Description of the task> Write out nothing but the lines from the first line of the entries below through the line with "2px #665a44) drop-shadow(0"; no pictures go in.

Dataset records>

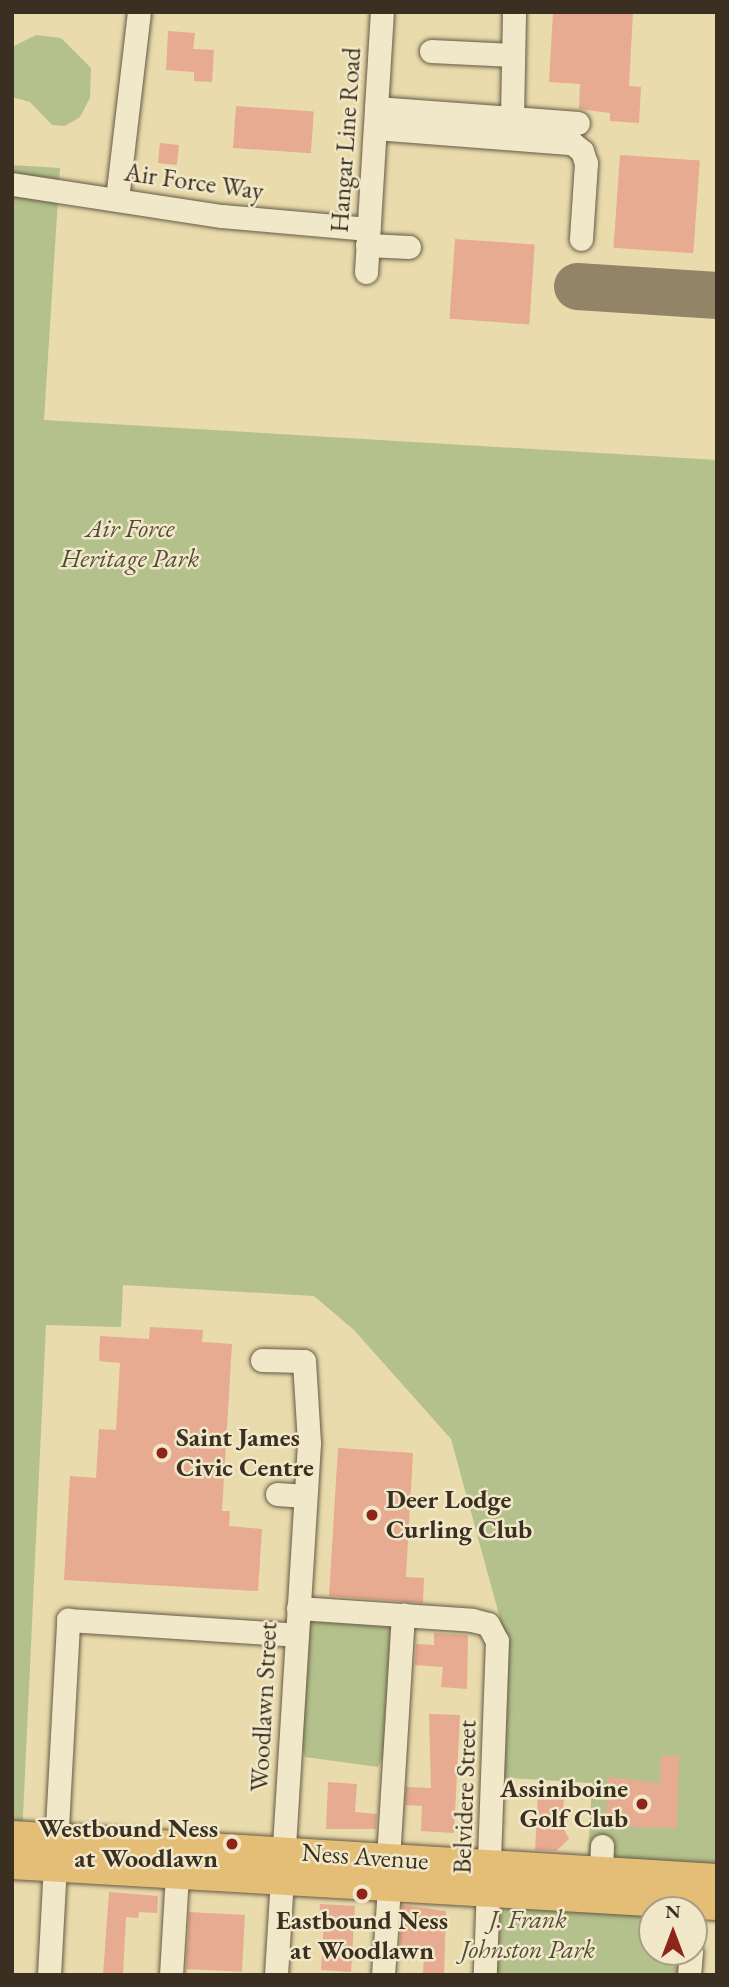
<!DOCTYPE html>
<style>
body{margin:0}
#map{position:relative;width:729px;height:1987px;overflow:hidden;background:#e9dbac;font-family:"EB Garamond",serif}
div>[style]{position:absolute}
.green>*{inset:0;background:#b4c18c}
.taxiway>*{height:47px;margin:-23.5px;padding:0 23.5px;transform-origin:23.5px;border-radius:23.5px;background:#928567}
.building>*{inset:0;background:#e6ab90;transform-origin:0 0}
.roads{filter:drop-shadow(0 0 2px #665a44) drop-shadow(0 0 2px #665a44)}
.minor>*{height:23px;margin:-11.5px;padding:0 11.5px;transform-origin:11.5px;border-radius:11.5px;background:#f1e8c9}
.major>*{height:30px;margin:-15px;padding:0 15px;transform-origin:15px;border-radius:15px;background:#e4be76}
.dots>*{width:19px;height:19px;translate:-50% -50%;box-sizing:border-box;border:4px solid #f1e8c9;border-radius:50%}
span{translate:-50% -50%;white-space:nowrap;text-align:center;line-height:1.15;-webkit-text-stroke:5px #f1e8c9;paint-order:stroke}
.street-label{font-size:26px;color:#3b2f22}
.park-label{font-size:26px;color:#534c37;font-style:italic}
.poi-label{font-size:26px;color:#3b2f22;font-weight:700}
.left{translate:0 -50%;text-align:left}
.right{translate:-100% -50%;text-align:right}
.frame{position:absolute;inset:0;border:14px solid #3b2f22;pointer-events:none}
.north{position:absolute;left:638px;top:1896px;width:70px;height:70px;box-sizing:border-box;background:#f1e8c9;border:2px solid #a89e86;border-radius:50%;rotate:0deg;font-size:19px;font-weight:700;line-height:28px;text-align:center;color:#3b2f22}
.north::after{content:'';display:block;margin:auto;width:24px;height:32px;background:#8f2418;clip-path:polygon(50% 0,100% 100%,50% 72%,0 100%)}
</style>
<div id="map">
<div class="green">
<div style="clip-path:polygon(36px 35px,61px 38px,91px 68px,90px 98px,80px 117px,65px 126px,52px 125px,30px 102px,12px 97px,12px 47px)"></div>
<div style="clip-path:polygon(12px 165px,60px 168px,44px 420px,717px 460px,717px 1879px,588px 1858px,592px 1783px,493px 1777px,488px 1624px,501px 1622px,451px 1439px,354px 1330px,314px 1296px,123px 1285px,121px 1327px,46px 1325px,22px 1837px,12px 1836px)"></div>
<div style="clip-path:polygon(315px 1616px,391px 1622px,386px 1750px,378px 1767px,305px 1757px,299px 1732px,306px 1630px)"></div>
<div style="clip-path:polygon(489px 1893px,652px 1910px,652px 1952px,691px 1952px,689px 1975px,485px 1975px)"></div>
</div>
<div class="taxiway">
<div style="left:577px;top:286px;width:140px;rotate:3.7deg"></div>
</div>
<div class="building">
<div style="clip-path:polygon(553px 12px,633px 12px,629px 86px,641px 87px,639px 123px,610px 121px,610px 113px,579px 109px,580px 84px,549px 82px)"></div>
<div style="clip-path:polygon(168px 31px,195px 33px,193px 49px,214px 50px,212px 82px,194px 81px,194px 72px,166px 70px)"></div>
<div style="left:236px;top:106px;width:78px;height:42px;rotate:4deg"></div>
<div style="left:160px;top:143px;width:19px;height:20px;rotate:6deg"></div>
<div style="left:620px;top:155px;width:80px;height:93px;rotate:4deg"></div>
<div style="left:455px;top:239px;width:80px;height:80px;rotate:4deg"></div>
<div style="clip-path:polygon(150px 1327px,203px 1330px,202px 1342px,232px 1344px,222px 1511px,230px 1511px,229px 1526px,262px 1529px,258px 1591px,64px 1580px,70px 1476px,96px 1478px,99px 1429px,116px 1430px,120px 1363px,99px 1361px,100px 1336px,149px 1339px)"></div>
<div style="clip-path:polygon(338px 1448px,413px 1453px,406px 1577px,424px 1578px,423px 1603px,329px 1596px)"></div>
<div style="clip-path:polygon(434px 1633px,468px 1635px,467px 1689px,441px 1687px,443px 1667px,415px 1665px,416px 1644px,434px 1645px)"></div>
<div style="clip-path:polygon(429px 1714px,460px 1715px,454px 1833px,421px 1831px,422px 1806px,405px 1805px,406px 1787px,431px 1788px)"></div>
<div style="clip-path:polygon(661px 1756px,679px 1756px,677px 1828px,606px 1826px,608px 1777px,660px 1783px)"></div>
<div style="clip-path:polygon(328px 1782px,357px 1784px,355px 1812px,377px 1814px,376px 1829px,326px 1829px)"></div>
<div style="clip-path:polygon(538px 1796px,564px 1798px,562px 1825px,569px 1839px,556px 1851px,535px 1850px)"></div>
<div style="clip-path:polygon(109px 1892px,158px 1896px,157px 1913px,139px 1912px,138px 1918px,126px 1917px,123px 1975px,103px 1975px)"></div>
<div style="clip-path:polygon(320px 1904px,355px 1906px,351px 1972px,321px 1970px,324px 1921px,319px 1920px)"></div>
<div style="clip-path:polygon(402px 1905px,446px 1911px,444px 1975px,423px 1975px,424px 1953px,399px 1952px)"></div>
<div style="left:189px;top:1912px;width:56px;height:57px;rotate:3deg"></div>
</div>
<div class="roads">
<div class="minor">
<div style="left:431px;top:51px;width:82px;rotate:2.8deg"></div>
<div style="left:376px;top:108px;width:136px;rotate:4.2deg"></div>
<div style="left:512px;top:118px;width:106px;rotate:-88.9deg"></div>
<div style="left:512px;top:118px;width:66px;rotate:4.3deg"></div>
<div style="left:375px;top:128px;width:198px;rotate:4.4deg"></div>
<div style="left:572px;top:143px;width:13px;rotate:39deg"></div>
<div style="left:582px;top:151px;width:13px;rotate:72deg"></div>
<div style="left:586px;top:163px;width:76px;rotate:93.8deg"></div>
<div style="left:12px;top:184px;width:212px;rotate:8.7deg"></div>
<div style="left:222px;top:216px;width:147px;rotate:5.1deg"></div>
<div style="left:117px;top:199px;width:188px;rotate:-83.3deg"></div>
<div style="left:367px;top:245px;width:42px;rotate:2.7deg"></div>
<div style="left:366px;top:272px;width:260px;rotate:-86.5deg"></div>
<div style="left:262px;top:1360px;width:42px;rotate:1.4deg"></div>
<div style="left:304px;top:1361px;width:82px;rotate:86.5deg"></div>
<div style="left:309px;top:1443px;width:533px;rotate:93.55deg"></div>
<div style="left:277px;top:1494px;width:28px;rotate:4deg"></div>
<div style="left:298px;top:1608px;width:174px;rotate:3.9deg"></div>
<div style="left:472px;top:1620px;width:16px;rotate:14deg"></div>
<div style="left:488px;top:1624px;width:19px;rotate:62deg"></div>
<div style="left:497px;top:1641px;width:334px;rotate:92.1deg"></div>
<div style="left:388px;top:1859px;width:245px;rotate:-86.5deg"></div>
<div style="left:601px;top:1873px;width:27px;rotate:-88deg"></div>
<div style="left:49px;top:1975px;width:356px;rotate:-86.9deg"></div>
<div style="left:68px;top:1620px;width:229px;rotate:3.7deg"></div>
<div style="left:171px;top:1975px;width:101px;rotate:-86.6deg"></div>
<div style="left:383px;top:1975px;width:88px;rotate:-86.1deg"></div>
<div style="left:689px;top:1975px;width:23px;rotate:-85deg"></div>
</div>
<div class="major">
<div style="left:12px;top:1836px;width:706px;rotate:3.49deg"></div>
<div style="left:12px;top:1864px;width:706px;rotate:3.33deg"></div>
</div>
</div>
<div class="dots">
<div style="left:162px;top:1453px;background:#8f2418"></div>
<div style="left:372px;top:1515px;background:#8f2418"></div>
<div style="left:642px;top:1804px;background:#8f2418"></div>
<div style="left:232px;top:1844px;background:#8f2418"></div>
<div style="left:362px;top:1894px;background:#8f2418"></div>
</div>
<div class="street-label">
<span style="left:346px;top:140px;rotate:-86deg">Hangar Line Road</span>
<span style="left:194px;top:182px;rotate:8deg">Air Force Way</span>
<span style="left:264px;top:1707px;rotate:-87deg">Woodlawn Street</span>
<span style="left:465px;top:1797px;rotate:-88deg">Belvidere Street</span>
<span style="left:365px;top:1857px;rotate:4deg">Ness Avenue</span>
</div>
<div class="park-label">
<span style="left:130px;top:544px">Air Force<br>Heritage Park</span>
<span style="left:528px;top:1935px">J. Frank<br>Johnston Park</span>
</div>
<div class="poi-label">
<span class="left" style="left:176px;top:1453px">Saint James<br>Civic Centre</span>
<span class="left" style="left:386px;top:1515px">Deer Lodge<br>Curling Club</span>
<span class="right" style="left:628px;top:1804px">Assiniboine<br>Golf Club</span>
<span class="right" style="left:218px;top:1844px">Westbound Ness<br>at Woodlawn</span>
<span style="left:362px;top:1936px">Eastbound Ness<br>at Woodlawn</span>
</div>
<div class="frame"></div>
<div class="north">N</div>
</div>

Response for this exercise>
<!DOCTYPE html>
<style>
body{margin:0}
#map{position:relative;width:729px;height:1987px;overflow:hidden;background:#e9dbac;font-family:"EB Garamond",serif}
div>[style]{position:absolute}
.green>*{inset:0;background:#b4c18c}
.taxiway>*{height:47px;margin:-23.5px;padding:0 23.5px;transform-origin:23.5px;border-radius:23.5px;background:#928567}
.building>*{inset:0;background:#e6ab90;transform-origin:0 0}
.roads{filter:drop-shadow(0 0 2px #665a44) drop-shadow(0 0 2px #665a44)}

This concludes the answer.